THE Government will this year group Small and Medium Enterprises into clusters to improve productivity and competition in the sector, a Cabinet minister has said. Clustering is grouping of industries in a related line of business. A cluster can contain a small or large number of enterprises, as well as small and large firms in different proportions.
Clusters and networks can enhance the productivity, rate of innovation and competitive performance of firms and can also allow small firms to combine advantages of small-scale with several of the benefits of large scale.
Small and Medium Enterprises and Co-operative Development Minister Mrs Sithembiso Nyoni said the move would also make it easier for Government to deal with grouped SMEs rather than individual players. "SMEs have two major problems -- funding and lack of infrastructure -- that is why you find them conducting their business all over.
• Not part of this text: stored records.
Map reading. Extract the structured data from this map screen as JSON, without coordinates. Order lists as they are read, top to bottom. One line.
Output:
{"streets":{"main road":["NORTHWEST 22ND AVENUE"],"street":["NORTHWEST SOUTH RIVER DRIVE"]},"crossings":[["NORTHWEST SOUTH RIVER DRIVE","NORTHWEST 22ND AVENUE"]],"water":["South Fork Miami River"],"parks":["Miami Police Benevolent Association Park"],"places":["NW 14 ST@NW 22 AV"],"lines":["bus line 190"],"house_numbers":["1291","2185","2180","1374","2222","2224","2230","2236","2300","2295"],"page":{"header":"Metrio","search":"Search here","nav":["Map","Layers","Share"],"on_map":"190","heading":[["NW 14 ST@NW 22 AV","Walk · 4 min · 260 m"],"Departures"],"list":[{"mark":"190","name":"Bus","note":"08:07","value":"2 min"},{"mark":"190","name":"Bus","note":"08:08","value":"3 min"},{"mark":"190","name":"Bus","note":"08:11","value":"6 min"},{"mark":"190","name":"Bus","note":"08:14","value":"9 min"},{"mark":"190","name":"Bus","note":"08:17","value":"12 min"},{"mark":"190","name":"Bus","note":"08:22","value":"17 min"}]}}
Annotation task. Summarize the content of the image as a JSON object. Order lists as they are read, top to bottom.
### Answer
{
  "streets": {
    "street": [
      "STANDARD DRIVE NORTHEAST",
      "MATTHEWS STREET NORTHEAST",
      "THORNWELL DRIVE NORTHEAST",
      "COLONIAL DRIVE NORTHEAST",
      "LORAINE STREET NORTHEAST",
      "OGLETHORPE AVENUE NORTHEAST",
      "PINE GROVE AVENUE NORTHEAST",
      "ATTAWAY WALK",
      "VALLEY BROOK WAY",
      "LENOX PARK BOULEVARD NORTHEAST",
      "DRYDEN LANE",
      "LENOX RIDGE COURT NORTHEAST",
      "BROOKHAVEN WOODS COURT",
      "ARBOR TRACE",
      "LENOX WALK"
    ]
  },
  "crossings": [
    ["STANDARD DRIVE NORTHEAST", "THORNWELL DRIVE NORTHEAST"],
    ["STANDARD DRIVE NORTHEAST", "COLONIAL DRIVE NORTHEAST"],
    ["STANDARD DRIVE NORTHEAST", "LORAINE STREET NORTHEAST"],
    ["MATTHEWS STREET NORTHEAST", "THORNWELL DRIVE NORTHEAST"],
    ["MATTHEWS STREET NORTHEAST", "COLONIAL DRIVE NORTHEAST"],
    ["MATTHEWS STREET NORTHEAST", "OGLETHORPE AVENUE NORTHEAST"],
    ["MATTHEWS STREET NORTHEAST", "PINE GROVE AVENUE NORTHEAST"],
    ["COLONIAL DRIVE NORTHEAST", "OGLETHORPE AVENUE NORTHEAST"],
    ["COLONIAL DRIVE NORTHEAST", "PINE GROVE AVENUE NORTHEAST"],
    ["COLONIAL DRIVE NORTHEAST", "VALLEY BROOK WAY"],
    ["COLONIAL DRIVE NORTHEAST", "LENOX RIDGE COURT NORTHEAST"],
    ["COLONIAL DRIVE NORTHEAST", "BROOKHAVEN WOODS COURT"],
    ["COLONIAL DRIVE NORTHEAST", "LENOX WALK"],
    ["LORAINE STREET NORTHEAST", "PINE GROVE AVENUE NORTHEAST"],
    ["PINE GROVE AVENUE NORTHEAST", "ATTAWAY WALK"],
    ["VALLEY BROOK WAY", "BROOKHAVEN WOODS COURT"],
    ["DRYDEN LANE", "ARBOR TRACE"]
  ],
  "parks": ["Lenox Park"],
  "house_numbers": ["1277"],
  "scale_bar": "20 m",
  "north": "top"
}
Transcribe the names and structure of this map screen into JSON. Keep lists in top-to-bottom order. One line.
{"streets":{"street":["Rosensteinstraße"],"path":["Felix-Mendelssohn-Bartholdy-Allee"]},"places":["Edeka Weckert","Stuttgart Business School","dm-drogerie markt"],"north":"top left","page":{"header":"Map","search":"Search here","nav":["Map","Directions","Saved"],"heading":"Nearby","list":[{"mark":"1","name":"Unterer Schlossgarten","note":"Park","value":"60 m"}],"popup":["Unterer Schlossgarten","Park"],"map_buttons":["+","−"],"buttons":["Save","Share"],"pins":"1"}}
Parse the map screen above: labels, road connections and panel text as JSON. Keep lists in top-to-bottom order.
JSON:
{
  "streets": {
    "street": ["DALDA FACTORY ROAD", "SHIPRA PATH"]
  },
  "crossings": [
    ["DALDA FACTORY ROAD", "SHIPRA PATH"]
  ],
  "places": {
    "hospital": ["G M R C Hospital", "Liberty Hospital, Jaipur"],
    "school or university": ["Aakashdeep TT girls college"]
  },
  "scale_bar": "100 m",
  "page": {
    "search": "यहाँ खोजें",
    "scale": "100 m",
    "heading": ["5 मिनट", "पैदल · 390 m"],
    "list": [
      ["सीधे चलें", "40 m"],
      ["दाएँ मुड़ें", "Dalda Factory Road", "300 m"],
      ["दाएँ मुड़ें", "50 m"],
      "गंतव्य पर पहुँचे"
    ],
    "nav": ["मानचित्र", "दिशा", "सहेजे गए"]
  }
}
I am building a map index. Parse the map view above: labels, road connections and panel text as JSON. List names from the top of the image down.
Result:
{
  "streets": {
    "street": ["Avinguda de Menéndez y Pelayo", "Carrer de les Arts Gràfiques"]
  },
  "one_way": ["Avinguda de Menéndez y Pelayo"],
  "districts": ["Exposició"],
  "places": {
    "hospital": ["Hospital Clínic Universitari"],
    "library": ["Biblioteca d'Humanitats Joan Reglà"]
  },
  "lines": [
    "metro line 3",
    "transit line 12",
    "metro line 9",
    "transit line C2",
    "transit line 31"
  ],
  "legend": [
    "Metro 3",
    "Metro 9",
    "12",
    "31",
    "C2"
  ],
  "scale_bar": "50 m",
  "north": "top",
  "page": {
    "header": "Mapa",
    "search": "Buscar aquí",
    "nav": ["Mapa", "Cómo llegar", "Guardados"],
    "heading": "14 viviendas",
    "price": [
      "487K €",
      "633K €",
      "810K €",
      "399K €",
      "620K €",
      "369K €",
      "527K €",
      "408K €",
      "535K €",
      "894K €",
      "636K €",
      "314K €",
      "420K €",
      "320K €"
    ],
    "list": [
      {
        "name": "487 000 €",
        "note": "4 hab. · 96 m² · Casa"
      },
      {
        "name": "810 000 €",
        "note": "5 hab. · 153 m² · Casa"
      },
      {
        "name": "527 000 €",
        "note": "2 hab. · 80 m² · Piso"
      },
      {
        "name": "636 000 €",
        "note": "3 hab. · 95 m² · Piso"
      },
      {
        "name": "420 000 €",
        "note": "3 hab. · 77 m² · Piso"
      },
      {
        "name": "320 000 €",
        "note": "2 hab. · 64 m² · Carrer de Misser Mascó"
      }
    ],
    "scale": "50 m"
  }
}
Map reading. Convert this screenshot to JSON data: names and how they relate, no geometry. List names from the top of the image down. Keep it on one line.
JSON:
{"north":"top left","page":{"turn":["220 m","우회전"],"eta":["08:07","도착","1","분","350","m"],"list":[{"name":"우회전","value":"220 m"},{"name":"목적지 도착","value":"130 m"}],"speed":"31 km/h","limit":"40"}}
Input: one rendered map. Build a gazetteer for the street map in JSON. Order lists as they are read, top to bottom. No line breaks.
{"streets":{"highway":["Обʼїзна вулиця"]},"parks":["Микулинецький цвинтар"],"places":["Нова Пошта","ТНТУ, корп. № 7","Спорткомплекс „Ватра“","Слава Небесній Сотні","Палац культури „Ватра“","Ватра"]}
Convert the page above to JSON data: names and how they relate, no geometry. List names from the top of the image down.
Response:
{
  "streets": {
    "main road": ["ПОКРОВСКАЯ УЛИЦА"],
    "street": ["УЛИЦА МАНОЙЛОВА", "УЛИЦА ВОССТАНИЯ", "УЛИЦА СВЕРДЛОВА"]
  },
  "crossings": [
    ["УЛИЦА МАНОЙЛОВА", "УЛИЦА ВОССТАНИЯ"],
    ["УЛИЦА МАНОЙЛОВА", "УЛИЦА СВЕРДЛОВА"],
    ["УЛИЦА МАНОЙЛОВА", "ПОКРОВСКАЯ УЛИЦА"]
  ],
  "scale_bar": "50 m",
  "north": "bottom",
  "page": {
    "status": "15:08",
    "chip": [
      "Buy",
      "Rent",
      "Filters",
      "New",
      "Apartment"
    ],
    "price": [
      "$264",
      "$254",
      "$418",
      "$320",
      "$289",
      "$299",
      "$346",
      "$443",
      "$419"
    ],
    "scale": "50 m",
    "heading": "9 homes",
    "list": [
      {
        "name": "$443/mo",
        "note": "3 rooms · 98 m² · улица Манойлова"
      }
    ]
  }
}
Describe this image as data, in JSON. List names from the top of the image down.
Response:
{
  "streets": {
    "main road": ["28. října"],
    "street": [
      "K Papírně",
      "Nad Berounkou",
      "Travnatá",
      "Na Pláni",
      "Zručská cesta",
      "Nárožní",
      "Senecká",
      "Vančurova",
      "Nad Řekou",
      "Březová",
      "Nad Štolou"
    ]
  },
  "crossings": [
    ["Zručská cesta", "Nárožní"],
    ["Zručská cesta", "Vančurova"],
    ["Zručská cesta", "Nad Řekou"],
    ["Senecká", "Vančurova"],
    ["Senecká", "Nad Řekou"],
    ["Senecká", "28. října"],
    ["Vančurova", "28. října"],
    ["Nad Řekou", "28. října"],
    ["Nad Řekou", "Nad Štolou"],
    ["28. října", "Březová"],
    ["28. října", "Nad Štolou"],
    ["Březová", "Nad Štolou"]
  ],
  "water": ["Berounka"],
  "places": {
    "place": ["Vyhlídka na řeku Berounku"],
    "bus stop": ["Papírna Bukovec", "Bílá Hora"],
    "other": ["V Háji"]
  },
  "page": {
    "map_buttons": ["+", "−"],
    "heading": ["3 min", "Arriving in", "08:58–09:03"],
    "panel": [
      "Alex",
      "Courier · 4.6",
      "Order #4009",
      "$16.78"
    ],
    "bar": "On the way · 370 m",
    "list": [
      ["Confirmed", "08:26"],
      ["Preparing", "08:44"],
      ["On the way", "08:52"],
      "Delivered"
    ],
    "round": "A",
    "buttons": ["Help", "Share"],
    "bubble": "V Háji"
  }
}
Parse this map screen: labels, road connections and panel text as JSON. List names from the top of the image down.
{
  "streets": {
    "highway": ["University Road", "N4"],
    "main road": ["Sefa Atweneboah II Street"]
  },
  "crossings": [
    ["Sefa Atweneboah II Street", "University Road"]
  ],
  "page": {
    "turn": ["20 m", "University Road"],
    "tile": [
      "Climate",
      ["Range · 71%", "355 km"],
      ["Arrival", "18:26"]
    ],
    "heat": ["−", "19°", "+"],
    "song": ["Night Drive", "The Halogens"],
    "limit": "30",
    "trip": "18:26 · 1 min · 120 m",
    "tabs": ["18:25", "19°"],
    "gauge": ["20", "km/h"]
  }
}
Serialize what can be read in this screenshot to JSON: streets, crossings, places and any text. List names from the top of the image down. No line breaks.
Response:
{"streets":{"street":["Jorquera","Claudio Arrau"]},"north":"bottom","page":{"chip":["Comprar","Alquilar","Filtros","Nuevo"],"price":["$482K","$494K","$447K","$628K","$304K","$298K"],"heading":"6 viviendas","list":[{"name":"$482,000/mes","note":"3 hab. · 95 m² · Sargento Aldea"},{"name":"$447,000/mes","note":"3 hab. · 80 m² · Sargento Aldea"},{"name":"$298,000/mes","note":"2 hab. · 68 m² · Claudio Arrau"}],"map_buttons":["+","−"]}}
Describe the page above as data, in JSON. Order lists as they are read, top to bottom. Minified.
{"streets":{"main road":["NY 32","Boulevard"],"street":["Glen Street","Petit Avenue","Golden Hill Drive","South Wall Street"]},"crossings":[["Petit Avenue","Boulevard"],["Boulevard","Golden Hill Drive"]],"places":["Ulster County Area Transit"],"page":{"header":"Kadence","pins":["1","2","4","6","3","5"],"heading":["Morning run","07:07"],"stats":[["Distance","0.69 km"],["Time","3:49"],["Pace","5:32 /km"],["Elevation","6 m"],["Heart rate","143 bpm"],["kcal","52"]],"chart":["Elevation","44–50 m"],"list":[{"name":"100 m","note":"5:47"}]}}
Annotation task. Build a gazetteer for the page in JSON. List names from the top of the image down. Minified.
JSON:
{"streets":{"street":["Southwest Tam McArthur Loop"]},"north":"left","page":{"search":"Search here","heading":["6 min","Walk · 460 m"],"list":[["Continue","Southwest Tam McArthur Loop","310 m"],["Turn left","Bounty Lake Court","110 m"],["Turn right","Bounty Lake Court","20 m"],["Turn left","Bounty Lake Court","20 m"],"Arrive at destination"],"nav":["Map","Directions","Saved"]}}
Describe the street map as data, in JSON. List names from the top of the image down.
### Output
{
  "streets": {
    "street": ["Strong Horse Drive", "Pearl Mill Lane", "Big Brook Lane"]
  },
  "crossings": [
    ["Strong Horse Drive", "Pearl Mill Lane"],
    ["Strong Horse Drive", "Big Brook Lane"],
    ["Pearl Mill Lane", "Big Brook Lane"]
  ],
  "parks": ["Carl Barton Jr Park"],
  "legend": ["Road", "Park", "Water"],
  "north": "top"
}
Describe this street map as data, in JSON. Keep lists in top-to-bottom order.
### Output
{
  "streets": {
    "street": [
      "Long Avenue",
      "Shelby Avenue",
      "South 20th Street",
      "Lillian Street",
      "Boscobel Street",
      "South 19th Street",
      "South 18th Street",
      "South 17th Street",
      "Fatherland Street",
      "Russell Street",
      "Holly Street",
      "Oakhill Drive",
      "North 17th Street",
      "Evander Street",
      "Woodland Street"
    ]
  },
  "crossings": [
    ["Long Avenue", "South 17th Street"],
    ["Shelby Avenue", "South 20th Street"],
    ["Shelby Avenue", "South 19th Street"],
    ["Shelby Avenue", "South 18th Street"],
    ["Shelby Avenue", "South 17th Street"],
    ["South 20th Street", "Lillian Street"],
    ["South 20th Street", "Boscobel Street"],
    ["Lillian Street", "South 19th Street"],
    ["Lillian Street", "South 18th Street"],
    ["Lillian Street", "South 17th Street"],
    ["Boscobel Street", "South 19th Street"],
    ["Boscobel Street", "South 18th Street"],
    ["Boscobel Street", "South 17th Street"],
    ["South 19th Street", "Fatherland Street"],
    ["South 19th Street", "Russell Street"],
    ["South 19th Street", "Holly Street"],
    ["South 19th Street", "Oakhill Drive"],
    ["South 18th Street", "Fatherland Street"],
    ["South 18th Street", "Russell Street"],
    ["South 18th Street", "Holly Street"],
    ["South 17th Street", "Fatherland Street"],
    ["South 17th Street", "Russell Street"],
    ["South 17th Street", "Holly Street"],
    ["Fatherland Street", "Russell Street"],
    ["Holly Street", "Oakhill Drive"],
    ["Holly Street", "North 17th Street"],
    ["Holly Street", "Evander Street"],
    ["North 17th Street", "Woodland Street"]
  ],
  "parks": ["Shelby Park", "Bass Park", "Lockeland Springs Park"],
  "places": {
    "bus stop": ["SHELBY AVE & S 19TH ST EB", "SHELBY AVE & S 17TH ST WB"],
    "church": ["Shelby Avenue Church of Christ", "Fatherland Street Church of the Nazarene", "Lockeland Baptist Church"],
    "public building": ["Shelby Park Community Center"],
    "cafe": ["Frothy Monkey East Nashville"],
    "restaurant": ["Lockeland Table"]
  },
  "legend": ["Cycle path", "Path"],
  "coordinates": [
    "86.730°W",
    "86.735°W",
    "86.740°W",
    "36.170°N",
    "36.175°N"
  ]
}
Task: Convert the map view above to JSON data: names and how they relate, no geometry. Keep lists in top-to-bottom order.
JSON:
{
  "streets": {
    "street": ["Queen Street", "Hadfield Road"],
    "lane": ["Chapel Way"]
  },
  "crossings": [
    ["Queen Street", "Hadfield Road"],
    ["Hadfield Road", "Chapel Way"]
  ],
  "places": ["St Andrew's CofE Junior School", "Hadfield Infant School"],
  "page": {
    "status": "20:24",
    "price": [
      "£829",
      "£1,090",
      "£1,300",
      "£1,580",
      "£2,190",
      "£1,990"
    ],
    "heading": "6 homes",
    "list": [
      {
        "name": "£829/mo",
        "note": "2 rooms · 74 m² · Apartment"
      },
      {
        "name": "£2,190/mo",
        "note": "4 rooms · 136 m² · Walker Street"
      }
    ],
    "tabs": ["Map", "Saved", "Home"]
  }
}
To deal with that we are going to cluster them," she said.
Minister Nyoni said the move would require setting up infrastructure to house SMEs with the required funding coming from the proposed SME bank.
"Plans to set up the bank are moving well and we also have an infrastructural policy that was approved by Cabinet last year that we will be implementing to improve the performance of SMEs," she said.
Meanwhile, Minister Nyoni said it was important to increase funding to SMEs since they have potential to drive the economy.
The SMEs sector employs 70 percent of Zimbabwe's population through an estimated three million projects and needs about US$50 million in the short term to revitalise operations. In India, the micro and small enterprises sector plays a pivotal role in the overall industrial economy of the country.
It is estimated that in terms of value, the sector accounts for about 39 percent of the manufacturing output and around 33 percent of the total exports of the country.